Free Markets, Free People
Is it too big to fail? Megan McArdle believes the possibility certainly exists (I mean was Arnie really in DC yesterday just to see the sights). Says McArdle:
If the government does bail out the muni bond market, how should it go about things? The initial assumption is that they’ll only guarantee existing debt. Otherwise, it would be like handing the keys to the treasury to every mayor, county board, and state legislature, and telling them to go to town.
But once the treasury has bailed out a single state, there will be a strongly implied guarantee on all such debt. So you don’t give them the keys to the vaults, but you do leave a window open, point out where the money’s kept, and casually mention that you’ve given the armed guards the week off.
Of course the right answer is not to bail out either. Failure is a great teacher. And then there’s the moral hazzard angle.
But in this day and age, that’s approach is almost unthinkable apparently. Government, as we’re being told, is the answer to everything.
My fear, based on what the federal government has done to this point, is they’ll “hand the keys to the treasury” on both the muni bond market and the states (with bailouts).

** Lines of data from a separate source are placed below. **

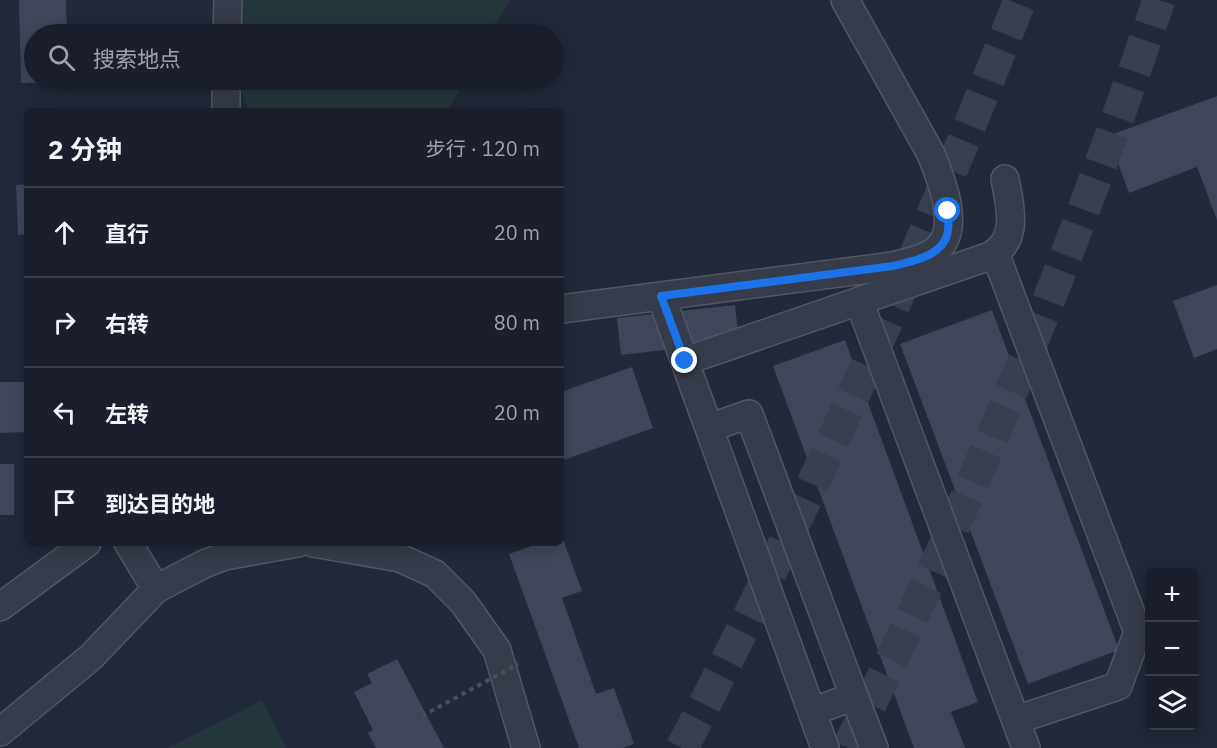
<!DOCTYPE html>
<html lang="zh">
<head>
<meta charset="utf-8">
<style>
	body { margin:0; font-family:"IBM Plex Sans","Noto Sans SC",sans-serif; background:#272c37; color:#f1f3f6 }
	.controls { position:absolute; right:18px; bottom:18px; display:grid; overflow:hidden; border-radius:9px; box-shadow:0 3px 15px #0003 }
	.controls button { width:54px; height:54px; display:grid; place-items:center; padding:0; border:0; border-bottom:2px solid #383d47; background:#1a1f2b; color:#f1f3f6; font:30px sans-serif }
	.stop { position:absolute; width:18px; height:18px; margin:-14px; border:4px solid #1a73e8; border-radius:50%; background:#fff }
	.stop.end { background:#1a73e8; border-color:#fff; box-shadow:0 2px 6px #0008 }
	.list { margin:0; padding:0; list-style:none }
	h2 { display:flex; justify-content:space-between; align-items:center; height:78px; margin:0; padding:0 24px; font-size:26px }
	h2 small { font-size:20px; font-weight:400; color:#9fa2a9 }
	.list li { display:grid; grid-template-columns:39px 1fr auto; gap:18px; align-items:center; box-sizing:border-box; height:90px; padding:0 24px; border-top:2px solid #383d47 }
	.list b { display:block; font-size:22px; white-space:nowrap }
	.list em { font-size:20px; font-style:normal; color:#9fa2a9 }
	.icon { flex:none; width:33px; height:33px; fill:none; stroke:currentColor; stroke-width:2; stroke-linecap:round; stroke-linejoin:round }
	.map { position:relative; flex:none; width:1217px; height:748px; overflow:hidden }
	.search { position:absolute; background:#1a1f2b; box-shadow:0 3px 15px #0003; left:24px; top:24px; width:540px; height:66px; display:flex; align-items:center; gap:15px; box-sizing:border-box; padding:0 21px; border-radius:33px; color:#9fa2a9; font-size:22px }
	.panel { position:absolute; background:#1a1f2b; box-shadow:0 3px 15px #0003; left:24px; top:108px; width:540px; height:438px; border-radius:9px }
	.map>svg:first-child { display:block }
	.green { fill:#25363b }
	.building { fill:#3f4659 }
	.lines { fill:none; stroke-linecap:round; stroke-linejoin:round }
	.major-tunnel { stroke:#373e4e; stroke-width:33; stroke-dasharray:33 16; stroke-linecap:butt }
	.minor-casing { stroke:#515664; stroke-width:30 }
	.minor { stroke:#363b49; stroke-width:27 }
	.path-bridge { stroke:#425257; stroke-width:4; stroke-dasharray:4.5 4.5; stroke-linecap:butt }
	.route { stroke:#1a73e8; stroke-width:8 }
</style>
</head>
<body>
<div class="map">
<svg width="1217" height="748" viewBox="0 0 1217 748">
	<rect width="100%" height="100%" fill="#222939"/>
	<path class="green" d="M 237,0 L 510,0 L 490,34 L 236,34 Z
		M 238,80 L 465,80 L 447,111 L 248,111 Z
		M 262,700 L 286,748 L 168,748 Z"/>
	<path class="building" d="M 19,0 L 66,0 L 67,34 L 34,34 L 34,80 L 68,80 L 69,82 L 21,83 Z
		M 1217,96 L 1217,220 L 1197,167 L 1129,193 L 1108,136 Z
		M 27,184 L 27,234 L 18,235 L 16,185 Z
		M 1217,285 L 1217,349 L 1194,358 L 1173,301 Z
		M 735,305 L 739,341 L 695,346 L 698,374 L 676,377 L 673,349 L 621,355 L 617,318 Z
		M 992,310 L 1119,650 L 1028,684 L 900,344 Z
		M 845,340 L 978,702 L 951,712 L 965,748 L 914,748 L 773,366 Z
		M 632,367 L 653,428 L 561,461 L 561,392 Z
		M 0,382 L 27,382 L 27,432 L 0,433 Z
		M 0,464 L 14,464 L 14,515 L 0,515 Z
		M 561,534 L 582,591 L 562,598 L 596,694 L 614,688 L 634,744 L 623,748 L 579,748 L 509,554 L 540,543 L 561,543 Z
		M 397,659 L 444,748 L 376,748 L 368,733 L 373,730 L 354,692 L 372,683 L 367,674 Z"/>
	<g class="lines">
		<path class="major-tunnel" d="M 682,748 C 809,505 920,255 1020,0
			M 848,748 C 970,507 1072,255 1159,0"/>
		<g class="minor-casing">
			<path id="minor" d="M 227,34 L 228,0
				M 226,111 L 226,80
				M 995,253 L 1138,632 L 1118,686 L 1016,720
				M 661,296 L 825,748
				M 859,301 L 1026,748
				M 561,309 L 893,266 C 907,262 924,260 936,250 C 962,230 941,179 931,154 L 845,0
				M 685,361 L 990,256 C 1020,240 1010,206 1005,179
				M 709,428 L 749,414 L 854,696
				M 128,543 L 156,589
				M 313,543 L 400,558 L 435,574 L 463,602 L 497,650 L 526,748
				M 0,607 L 87,543
				M 812,712 L 854,696 L 874,748
				M 0,732 L 91,657 L 156,589 L 204,564 L 225,556 L 298,543"/>
		</g>
		<use href="#minor" class="minor"/>
		<path class="path-bridge" d="M 422,716 L 518,664"/>
	</g>
	<g class="lines">
		<path class="route" d="M 685,361 L 661,296 L 893,266 C 913,261 945,256 948,230 C 949,224 948,217 948,211"/>
	</g>
</svg>
<div class="controls">
<button>+</button>
<button>−</button>
<button><svg class="icon" aria-label="layers" viewBox="0 0 24 24"><path d="M12 4l9 5-9 5-9-5zM3 14l9 5 9-5"/></svg></button>
</div>
<div class="stop" style="left:948px;top:211px"></div>
<div class="stop end" style="left:685px;top:361px"></div>
<div class="search"><svg class="icon" aria-label="search" viewBox="0 0 24 24"><circle cx="10" cy="10" r="6"/><path d="M15 15l6 6"/></svg>搜索地点</div>
<section class="panel">
<h2>2 分钟<small>步行 · 120 m</small></h2>
<ul class="list">
<li><svg class="icon" aria-label="ahead" viewBox="0 0 24 24"><path d="M12 20V5M6 11l6-6 6 6"/></svg><div><b>直行</b></div><em>20 m</em></li>
<li><svg class="icon" aria-label="right" viewBox="0 0 24 24"><path d="M7 20v-9h11M14 6l5 5-5 5"/></svg><div><b>右转</b></div><em>80 m</em></li>
<li><svg class="icon" aria-label="left" viewBox="0 0 24 24"><path d="M17 20v-9H6M10 6l-5 5 5 5"/></svg><div><b>左转</b></div><em>20 m</em></li>
<li><svg class="icon" aria-label="arrive" viewBox="0 0 24 24"><path d="M6 21V4h12l-3 4 3 4H6"/></svg><div><b>到达目的地</b></div></li>
</ul>
</section>
</div>
</body>
</html>
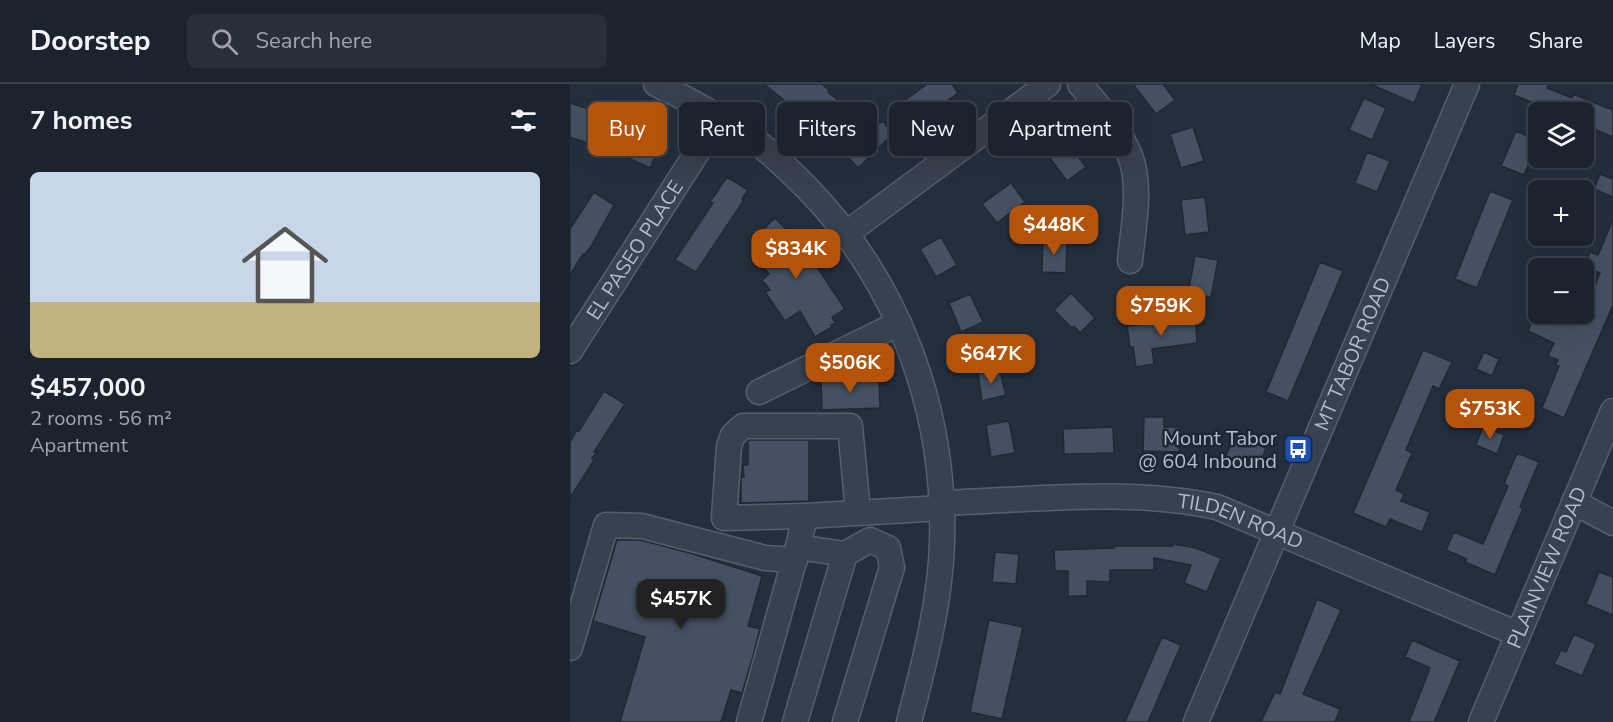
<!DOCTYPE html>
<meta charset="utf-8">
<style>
body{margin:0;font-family:"Nunito Sans",sans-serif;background:#282f3a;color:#f1f3f6;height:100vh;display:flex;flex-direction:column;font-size:22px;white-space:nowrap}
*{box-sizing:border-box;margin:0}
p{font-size:20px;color:#a0a4aa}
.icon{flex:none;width:33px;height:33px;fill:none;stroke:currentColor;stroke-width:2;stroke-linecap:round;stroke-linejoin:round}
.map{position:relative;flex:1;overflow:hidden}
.panel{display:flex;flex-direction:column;background:#1b232e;width:570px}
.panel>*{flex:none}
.hud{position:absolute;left:18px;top:18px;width:570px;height:54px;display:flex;gap:12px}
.controls{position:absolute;left:958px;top:18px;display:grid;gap:12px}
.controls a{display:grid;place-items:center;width:66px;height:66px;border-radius:9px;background:#1b232e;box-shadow:0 6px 24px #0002,0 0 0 2px #39404a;font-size:30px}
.price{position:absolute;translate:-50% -51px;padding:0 14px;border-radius:12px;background:#b45309;color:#fff;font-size:20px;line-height:39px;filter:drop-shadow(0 2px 3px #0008)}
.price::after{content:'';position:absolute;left:50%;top:36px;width:18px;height:14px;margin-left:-9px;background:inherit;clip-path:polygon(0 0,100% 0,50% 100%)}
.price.active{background:#222;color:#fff}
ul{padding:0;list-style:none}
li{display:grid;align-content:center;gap:12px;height:318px;padding:0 30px}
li+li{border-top:2px solid #39404a}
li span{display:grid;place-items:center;height:186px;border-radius:9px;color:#555}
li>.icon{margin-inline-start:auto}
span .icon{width:108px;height:108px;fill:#fffc;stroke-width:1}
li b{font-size:26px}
h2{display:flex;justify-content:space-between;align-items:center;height:72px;padding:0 30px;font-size:26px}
.tag{padding:0 21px;border-radius:9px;background:#1b232e;box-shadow:0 6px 24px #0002,0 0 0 2px #39404a;font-size:21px;line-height:54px}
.tag.active{background:#b45309;color:#fff}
header{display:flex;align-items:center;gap:36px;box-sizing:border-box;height:84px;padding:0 30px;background:#1b232e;border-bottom:2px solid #39404a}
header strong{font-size:28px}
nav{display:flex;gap:33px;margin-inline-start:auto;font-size:21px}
.search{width:420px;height:54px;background:#282f3a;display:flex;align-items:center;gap:15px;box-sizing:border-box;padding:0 21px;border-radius:9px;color:#a0a4aa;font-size:22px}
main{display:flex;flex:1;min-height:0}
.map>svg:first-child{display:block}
.building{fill:#455162;stroke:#1f2835;stroke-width:1.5}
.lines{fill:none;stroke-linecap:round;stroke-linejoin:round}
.minor-casing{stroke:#565f6c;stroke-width:27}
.minor{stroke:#38414e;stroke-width:24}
.labels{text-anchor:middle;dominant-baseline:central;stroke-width:5;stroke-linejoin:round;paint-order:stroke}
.street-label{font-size:20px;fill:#b4bcc9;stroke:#1d2633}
.poi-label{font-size:20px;fill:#b4bcc9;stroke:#1d2633;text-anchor:end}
</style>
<header>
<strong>Doorstep</strong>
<div class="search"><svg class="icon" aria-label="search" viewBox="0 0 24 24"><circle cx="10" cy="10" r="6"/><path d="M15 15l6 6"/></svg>Search here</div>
<nav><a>Map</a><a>Layers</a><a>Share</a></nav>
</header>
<main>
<section class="panel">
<h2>7 homes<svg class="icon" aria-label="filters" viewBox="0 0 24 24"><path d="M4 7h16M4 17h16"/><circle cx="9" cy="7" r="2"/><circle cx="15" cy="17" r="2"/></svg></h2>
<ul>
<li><span style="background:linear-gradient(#c9d6e8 70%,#c2b280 0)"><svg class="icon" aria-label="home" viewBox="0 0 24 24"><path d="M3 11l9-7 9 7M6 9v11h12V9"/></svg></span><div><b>$457,000</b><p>2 rooms · 56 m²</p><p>Apartment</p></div></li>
</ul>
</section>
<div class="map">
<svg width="1043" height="638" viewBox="0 0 1043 638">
<rect width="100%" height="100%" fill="#242f3e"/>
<!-- building -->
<path class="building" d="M194 0H252L259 6 258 8 279 25 295 42 297 39 302 45 313 37 323 50 288 84 256 50Z
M357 0H382L388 9 359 30 357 27 347 35 334 17Z
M563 0H593L605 16 586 30Z
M800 0H852L844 19Z
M948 0H979L977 4 1002 14 1003 10 1043 26V53L1014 41V28H966L968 21 944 11Z
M794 14 816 24 802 56 779 46Z
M0 19 69 41 94 53 80 84 47 69 0 53Z
M623 43 634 77 611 84 600 50Z
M946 47 968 57 954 91 931 82Z
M495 55 516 83 497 97 476 69Z
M797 68 820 77 807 108 785 99Z
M1030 90 1043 95V113L1024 105Z
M157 93 178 106 172 115 174 116 126 188 105 176 143 119 140 118Z
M441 99 455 118 427 139 412 120Z
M920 107 943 116 907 204 885 195Z
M24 108 44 121 20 164 14 171 13 170 0 191V145Z
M635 113 639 148 615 151 611 116Z
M205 134 228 157 243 177 275 225 262 233 265 239 261 241 262 243 245 253 230 227 215 237 195 208 200 206 192 196 199 190 194 184 200 179 180 158Z
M1043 135V221L994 334 972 324 989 282 986 281 988 276 978 272 984 259 958 247 966 227 981 234 983 230H1014L1030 189 1014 182 1020 168 1028 171Z
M371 153 387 181 366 193 350 165Z
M473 156 497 157 496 189 472 188Z
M625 172 648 176 641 213 618 209Z
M750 178 773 187 718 317 696 308Z
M501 209 525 234 510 249 504 242 502 244 484 226Z
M400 210 413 238 391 248 379 219Z
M613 226 626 241 627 259 582 265 584 280 566 283 563 263H560L557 242 600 237Z
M853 266 882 278 869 305 863 302 836 366 842 369 826 406 834 410 831 417 860 428 852 448 820 435 816 443 783 429Z
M914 268 929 275 922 292 906 285Z
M429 284 436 311 412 317 408 289Z
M309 295 310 324 252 326 251 297Z
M34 307 55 320 24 368 26 369 22 374 24 376 0 414V358L7 346 9 347Z
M574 333H594V343H610L609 368 573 367Z
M439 337 445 369 421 373 416 341Z
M913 342 934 351 927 370 906 361Z
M543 343 544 369 494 370 493 345Z
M665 351 696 364 687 387 655 374Z
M178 356H239V417L171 419V393H174L173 381H178Z
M947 369 969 378 950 423 953 424 925 491 895 478 897 475 876 466 884 448 913 460 938 402 934 400Z
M47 456H70L120 469 192 492 178 542 190 545 183 572 172 609 161 606 151 638H50L75 553 23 537Z
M603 460 626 464 651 474 637 508 614 499 621 481 584 474V486H540V498L517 497V512H498V487H485L484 466 544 464V462H603Z
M425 468 449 470 446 500 422 498Z
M1029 488 1043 493V531L1016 520Z
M747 515 771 526 733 610 770 625 765 638H691L705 608 710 610Z
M419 536 453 543 432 635 400 628Z
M1004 550 1026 560 1012 592 984 580 991 566 996 568Z
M592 553 611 561 578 638H555Z
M842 556 890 577 864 638H839L860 584 835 573Z"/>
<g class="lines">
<!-- minor casing -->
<g class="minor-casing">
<g id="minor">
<path d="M86 0C122 17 156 36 188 59 206 73 222 89 238 105 330 201 376 327 372 460 370 520 354 580 339 638"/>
<path d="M510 0C529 24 555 50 563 81 570 111 563 146 560 177"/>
<path d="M277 149 478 0"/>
<path id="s1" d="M0 267 149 34"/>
<path d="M189 308 329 239"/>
<path d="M1004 418 1043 439"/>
<path id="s2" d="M372 419C463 416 557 404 647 423L948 550"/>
<path d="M235 432 154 434 159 362 163 351 173 342H280L288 428"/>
<path d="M0 564 36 441 72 442 195 474 225 476"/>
<path d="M179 638 228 463"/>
<path d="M225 638 275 470"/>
<path d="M275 638 322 483 318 464 300 456 275 470 228 463 235 432 372 424"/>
<path id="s3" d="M626 638 897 0"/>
<path id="s4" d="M911 638 1043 327"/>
</g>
</g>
<!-- minor -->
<use href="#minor" class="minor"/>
</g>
<!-- icons -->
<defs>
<g id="bus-square" transform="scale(1.5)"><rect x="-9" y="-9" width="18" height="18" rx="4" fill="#1a4fb4" stroke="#1d2633"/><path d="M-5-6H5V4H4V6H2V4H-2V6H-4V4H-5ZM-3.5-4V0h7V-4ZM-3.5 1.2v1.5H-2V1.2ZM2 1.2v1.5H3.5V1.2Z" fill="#fff"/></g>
</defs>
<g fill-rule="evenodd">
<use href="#bus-square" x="728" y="365"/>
</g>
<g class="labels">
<!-- street labels -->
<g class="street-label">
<text stroke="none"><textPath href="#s1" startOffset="120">EL PASEO PLACE</textPath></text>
<text stroke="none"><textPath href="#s3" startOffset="400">MT TABOR ROAD</textPath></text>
<text stroke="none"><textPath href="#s2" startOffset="302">TILDEN ROAD</textPath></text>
<text stroke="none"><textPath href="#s4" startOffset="168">PLAINVIEW ROAD</textPath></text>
</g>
<!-- poi labels -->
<g class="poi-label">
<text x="707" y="354">Mount Tabor<tspan x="707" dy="23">@ 604 Inbound</tspan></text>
</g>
</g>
</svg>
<div class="controls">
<a><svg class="icon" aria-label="layers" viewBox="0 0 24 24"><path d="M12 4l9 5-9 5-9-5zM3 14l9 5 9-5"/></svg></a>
<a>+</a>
<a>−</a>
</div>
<b class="price" style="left:484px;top:172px">$448K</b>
<b class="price" style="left:226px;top:196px">$834K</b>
<b class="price" style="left:591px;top:253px">$759K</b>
<b class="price" style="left:421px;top:301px">$647K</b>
<b class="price" style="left:280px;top:310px">$506K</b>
<b class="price" style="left:920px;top:356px">$753K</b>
<b class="price active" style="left:111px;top:546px">$457K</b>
<div class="hud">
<a class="tag active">Buy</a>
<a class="tag">Rent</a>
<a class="tag">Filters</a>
<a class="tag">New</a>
<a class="tag">Apartment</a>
</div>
</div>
</main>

They have no business doing anything in either place, but we’ve already seen that the arbitrary assessment that some entity is too big to fail apparently takes priority over economic law.
Once a single state is bailed out, there is nothing to stop other states from making a similar claim on the treasury.
Should such a thing happen in either case (or both), Federalism, which is on its last legs anyway, will be officially dead.